Residents at Palace Coral Gables are using Uber and Lyft for grocery shopping, doctors’ appointments, and almost anything they would have normally done with their own cars. It’s an affordable option and helps contribute to their independence. And it means they don’t have to rely on family, friends or the community’s transportation.
According to the management at Palace, the more they use these apps, the more comfortable they become. Other benefits include the Fare Estimation app so they’ll know in advance the cost of each trip. They don’t have to worry about a driver taking a circuitous route to raise the cost of a fare. There is also the Split Fare option, so they can take advantage of lower fares if they choose to share the ride and cost with a friend.
The Palace staff helped 80-year-old Hugo Carvajal set up the Uber app; because he is a former engineer, he got the hang of it easily. Usually, he uses Uber services once a week to visit his sister and friends, or for a doctor’s visit or even a concert. It actually offers him the freedom to attend evening events since he is unable to drive at night. He’s been using the service for about six months.
“It gives me the freedom to go anywhere and it’s so great,” he says. “I have as much freedom as using a car. I’ve had no problems and used it to go as far as West Palm Beach and west Broward County. The drivers are very nice and the price is economical. I feel very peaceful using the service, and it helps me from getting lost or fighting traffic. No cash is involved which is helpful.”

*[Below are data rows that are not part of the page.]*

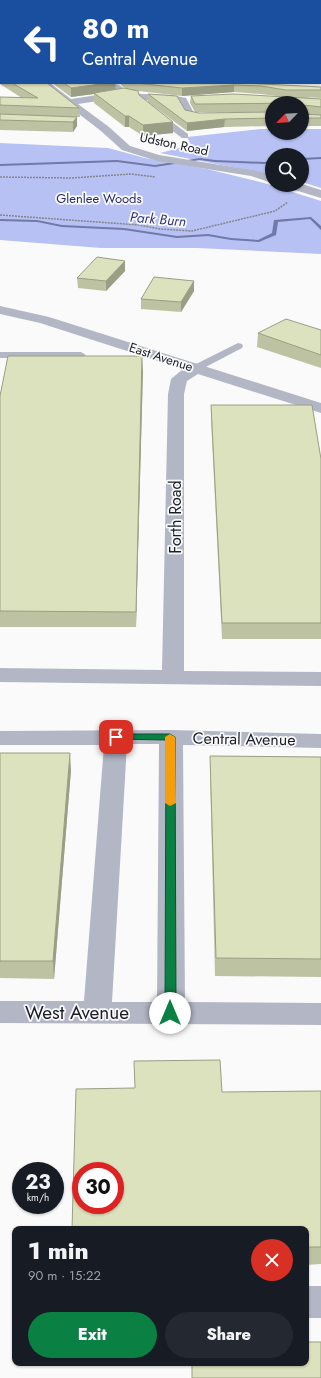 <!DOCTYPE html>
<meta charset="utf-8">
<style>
body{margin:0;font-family:Jost,sans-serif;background:#242831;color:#f1f3f6;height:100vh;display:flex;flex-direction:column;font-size:15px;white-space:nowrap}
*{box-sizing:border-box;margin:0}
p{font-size:13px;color:#9ea1a6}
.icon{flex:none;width:22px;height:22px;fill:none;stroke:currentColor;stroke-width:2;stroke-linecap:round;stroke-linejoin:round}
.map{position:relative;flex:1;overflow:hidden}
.drawer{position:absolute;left:12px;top:1226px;width:297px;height:140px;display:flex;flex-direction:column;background:#171b24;border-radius:8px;box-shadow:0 1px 3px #0004}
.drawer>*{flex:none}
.hud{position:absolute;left:0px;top:0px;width:321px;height:84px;box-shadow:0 1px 3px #0004;background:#1a4fa0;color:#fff;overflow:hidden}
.needle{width:26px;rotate:245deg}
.controls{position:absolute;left:265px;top:96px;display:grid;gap:8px}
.controls a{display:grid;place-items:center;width:44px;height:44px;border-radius:50%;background:#171b24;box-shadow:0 1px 3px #0004;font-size:20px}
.speed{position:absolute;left:12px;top:1162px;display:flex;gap:8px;font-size:20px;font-weight:700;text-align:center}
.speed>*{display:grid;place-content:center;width:52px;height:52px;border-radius:50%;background:#171b24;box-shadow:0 1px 3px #0004;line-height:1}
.speed small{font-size:10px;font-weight:400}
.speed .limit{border:6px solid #d22;background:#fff;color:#111}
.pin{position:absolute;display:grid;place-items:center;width:34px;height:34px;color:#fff;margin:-17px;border-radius:8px;box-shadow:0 2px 6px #0006}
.me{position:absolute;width:44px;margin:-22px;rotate:0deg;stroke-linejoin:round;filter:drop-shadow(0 0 3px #0008)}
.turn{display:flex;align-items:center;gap:14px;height:84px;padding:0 16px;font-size:18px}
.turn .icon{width:52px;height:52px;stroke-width:2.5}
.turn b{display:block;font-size:28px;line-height:34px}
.round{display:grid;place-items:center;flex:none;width:42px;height:42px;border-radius:21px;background:#242831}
.overview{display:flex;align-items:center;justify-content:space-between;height:68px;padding:0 16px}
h1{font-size:24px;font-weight:800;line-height:30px}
.cta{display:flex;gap:8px;margin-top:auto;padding:8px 16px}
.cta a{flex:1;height:46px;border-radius:24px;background:#0b8043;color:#fff;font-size:16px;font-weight:800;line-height:46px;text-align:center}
.cta a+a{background:#242831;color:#f1f3f6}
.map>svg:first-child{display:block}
.forest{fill:#b7c1f4}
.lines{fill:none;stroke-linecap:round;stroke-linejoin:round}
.stream{fill:#7179a9;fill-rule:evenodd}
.path{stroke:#83858b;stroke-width:1.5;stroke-dasharray:2 1;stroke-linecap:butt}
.lane{fill:#b3b6c5;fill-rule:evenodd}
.street{fill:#b3b6c5;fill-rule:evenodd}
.wall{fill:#bdc2a3}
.shaded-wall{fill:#9a9e84}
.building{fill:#dce2bd;stroke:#9a9e84;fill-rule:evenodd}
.route{fill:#0b8043;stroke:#07532c}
.slow{fill:#f59e0b}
.labels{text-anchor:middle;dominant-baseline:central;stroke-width:3.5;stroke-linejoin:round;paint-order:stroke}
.far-street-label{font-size:13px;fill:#1b1d2a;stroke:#fafafa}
.far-park-label{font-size:13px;fill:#282c73;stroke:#fafafa}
.far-water-label{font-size:14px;font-style:italic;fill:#2f347c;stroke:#fafafa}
.street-label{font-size:16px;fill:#1b1d2a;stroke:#fafafa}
.near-street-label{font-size:19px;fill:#1b1d2a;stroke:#fafafa}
</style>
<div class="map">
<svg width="321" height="1378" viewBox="0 0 321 1378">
<rect width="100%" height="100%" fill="#fafafa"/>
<path class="forest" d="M261 129H272V133H302V129H321V188L302 182V155H272V175L160 153 191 145 187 137Z
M0 143 108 148 145 158 207 169 264 183 321 201V254L197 248H101L0 240Z"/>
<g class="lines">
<path class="stream" d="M321 157V159L302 160V158Z
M200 158 215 160 264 162 272 161V163L264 164 215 162 200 160 155 167 117 162 0 166V164L117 160 155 165Z
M311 217 321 226V230L310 219 278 222 276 235 259 242 231 240 208 236 177 238 124 230 62 227 37 222 0 221V219L37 220 62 225 124 228 177 236 208 234 231 238 258 240 272 233 274 220Z"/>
<path class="path" d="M0 177 71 178 131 174 155 177
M0 215 139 225 160 229 192 231 275 211 288 202"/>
<path class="lane" d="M320 18H321V23H320Z
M320 43H321V47H320Z
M108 83C115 83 125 86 127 94L122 95 121 93Z
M154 113H160L188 134V138H182L154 117Z
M238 343 242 344 243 346 242 348 200 370 196 371 191 368 192 366Z
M0 352H81L86 355 81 358H0Z"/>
<path class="street" d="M320 6H321V12H320Z
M39 83H50L71 99 124 91 142 94 171 95 186 98 194 113 199 114 272 113V119L199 120 186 117 178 102 142 100 124 97 78 104 109 127 130 146 159 155 257 171 272 175V183L251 176 157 161 122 150 101 131Z
M302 184 321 190V198L288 188 286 185Z
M0 306 49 317 321 403V413L198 374 187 381 184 394V671L321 672V686L0 682V668L162 670 168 394 171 379 183 369 40 323 0 314Z
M171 730 321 734V748L183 745 185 1002 321 1003V1025L0 1023V1001H84L104 745H0V731ZM127 744H159L157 1002H112Z
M306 1286H321V1318H306Z"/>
</g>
<path class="wall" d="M0 0H321V5H320V1H1V7H0Z
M1 9V83H47L79 108 80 117H77V126L73 132 0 130V97L22 98 0 84Z
M52 83H115L116 89 125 88 121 85V83H243L321 87V98L302 97 321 99V115L302 114 272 103V112H195L190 103 191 96H277L261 94 234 92 182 96 138 91 139 95 173 133 143 136 129 127H125L94 103V94L71 97Z
M148 94 185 110 199 113 272 112V126L224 127 187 131 148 102Z
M302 114 321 115V126H302Z
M125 261V271L106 291 78 288 77 278Z
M194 281V291L181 312 141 309V299Z
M321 330V368L257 347 258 333Z
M143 370 136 627H0V396Z
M211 405 321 459V639H222L211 419Z
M0 753 71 770 54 979 0 978Z
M210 756 321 757V977L215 976 210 773Z
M321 1091V1264L306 1265V1229L222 1092Z"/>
<path class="shaded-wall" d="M0 44H1V52L0 53Z
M108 83H115L116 91 94 93V94L71 97V88Z
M234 85V92L182 96V88Z
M125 116H129V127H125Z
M77 117V126L73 132V122Z
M225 119 224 127 187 131V123Z
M173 122V133L143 136V125Z
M125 261V271L106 291V281Z
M194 281V291L181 312V302Z
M142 356 143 370 136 627V612Z
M70 753 71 770 54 979 53 961Z"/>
<path class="building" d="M7 0H204L205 1H16Z
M1 9V44H0V11H1Z
M1 52V77L0 76V53Z
M12 83H47L79 108 0 105V97L38 98Z
M64 83H108L71 88Z
M136 83H243L321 87V90H286L261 86 234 85 182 88Z
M124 88 138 91 139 95 173 122 143 125 129 116H125L94 93Z
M148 94 177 96 185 110 199 113 272 112V118L225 119 187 123Z
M234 94 321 99V107L303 105 302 106V103L199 104H195L191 96Z
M0 114 77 117 73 122 0 120Z
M302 114 321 115V118H302Z
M97 257 125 261 106 281 77 278Z
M154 277 194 281 181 302 141 299Z
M286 319 321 330V355L258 333Z
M8 356H142L136 612 0 611V396Z
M211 405H312L321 459V623H222Z
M0 753H70L53 961H0Z
M210 756 321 757V959L216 958Z
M220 1060 222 1092 321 1091V1247H306V1229H72L76 1089 135 1088 134 1061ZM81 1171H115V1205H81Z
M306 1342H321V1378H192V1363H306Z"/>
<path class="route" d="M116 734H170L175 737 176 1013 175 1016 170 1018 166 1016 165 1013 166 740 112 739 111 737Z"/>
<path class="slow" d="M170 734 175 737 176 803 170 806 165 803V737Z"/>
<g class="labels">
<g class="far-street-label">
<text transform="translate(174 144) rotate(12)">Udston Road</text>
<text transform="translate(161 357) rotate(18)">East Avenue</text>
</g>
<g class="far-park-label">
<text x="99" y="198">Glenlee Woods</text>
</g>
<g class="far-water-label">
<text transform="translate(158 219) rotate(5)">Park Burn</text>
</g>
<g class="street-label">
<text transform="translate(175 517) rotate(-90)">Forth Road</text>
<text transform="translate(244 739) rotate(1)">Central Avenue</text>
</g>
<g class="near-street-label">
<text x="77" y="1012">West Avenue</text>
</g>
</g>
</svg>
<div class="controls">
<a><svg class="needle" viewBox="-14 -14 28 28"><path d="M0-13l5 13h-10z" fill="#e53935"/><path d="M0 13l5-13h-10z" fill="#9ea1a6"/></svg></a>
<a><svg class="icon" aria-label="search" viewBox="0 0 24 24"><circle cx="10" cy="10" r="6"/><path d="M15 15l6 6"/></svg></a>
</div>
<div class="speed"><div>23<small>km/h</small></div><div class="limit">30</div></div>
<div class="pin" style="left:116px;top:737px;background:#d93025"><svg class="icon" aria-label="arrive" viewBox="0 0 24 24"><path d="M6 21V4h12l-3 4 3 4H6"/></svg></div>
<svg class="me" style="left:170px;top:1013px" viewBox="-20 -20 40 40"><circle r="19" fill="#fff"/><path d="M0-13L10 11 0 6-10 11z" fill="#0b8043"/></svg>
<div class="hud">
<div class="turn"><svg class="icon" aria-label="left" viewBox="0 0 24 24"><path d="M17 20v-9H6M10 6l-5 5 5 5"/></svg><div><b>80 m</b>Central Avenue</div></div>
</div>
<section class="drawer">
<div class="overview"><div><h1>1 min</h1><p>90 m · 15:22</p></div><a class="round" style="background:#d93025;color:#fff"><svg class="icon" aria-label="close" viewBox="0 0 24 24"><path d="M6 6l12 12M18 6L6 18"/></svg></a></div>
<div class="cta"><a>Exit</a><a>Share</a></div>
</section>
</div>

He still owns a car, but is looking to sell it. As for self-driving cars, he says it’s something he’d consider.
“I’d give it a try, and as a retired engineer who worked in the automobile industry; I think I would love to try it.”
He says he most commonly uses the service about once a week. “I also use the Uber service when I invite people to visit me at The Palace.”
96-year-old Harriet Gerson got help from her granddaughter to set up the Lyft app for her, and now she uses it four to five times a week. She’s been using Lyft for about eight months and says the drivers are very helpful. Since she needs to use a walker, they always make sure she to drop her off right at the front door. She relies on The Palace’s transportation to take her shopping to Dadeland, Merrick Park and other shopping venues.

Waiting just around the bend are Uber and Lyft’s efforts to create the self-driving car. There’s plenty at stake. When they get it right, consumers will be able to order a car to their doorsteps to take them on the same errands that Uber and Lyft will perform today. Eventually, Uber and Lyft know it will save them the costs of the drivers. But don’t expect this to all happen next month or even next year. Both companies have trials underway to test out the concept. Even though the experimental cars are doing the driving, there’s still someone along to make sure everything goes as planned.
Malcom Glenn is director of strategic partnerships for Uber. He says the first self-driving Ubers will be using pre-planned routes. That way the programmers can learn traffic patterns, potential obstacles, even construction patterns and potholes. In other words, the route would be specifically planned to avoid bumps in the road. Glenn calls it the first step toward self-driving cars. Only after that technology is proven will we see the next step: routes that can be planned on an as-needed basis
To be honest there are still a lot of impediments to making Uber and Lyft a ubiquitous solution for senior mobility, and some of those may not be solved by self-driving cars. Accessibility is a big one. Neither Uber nor Lyft is well-equipped with enough accessible vehicle to accommodate the needs of seniors with disabilities, whether it be a wheelchair, or low vision, or even poor hearing. In order for these services to really take off, they’re going to need the ability to get folks out the door, or in the door, at their destination. In the short run that may be a lot more of a practical problem than the advent of self-driving cars.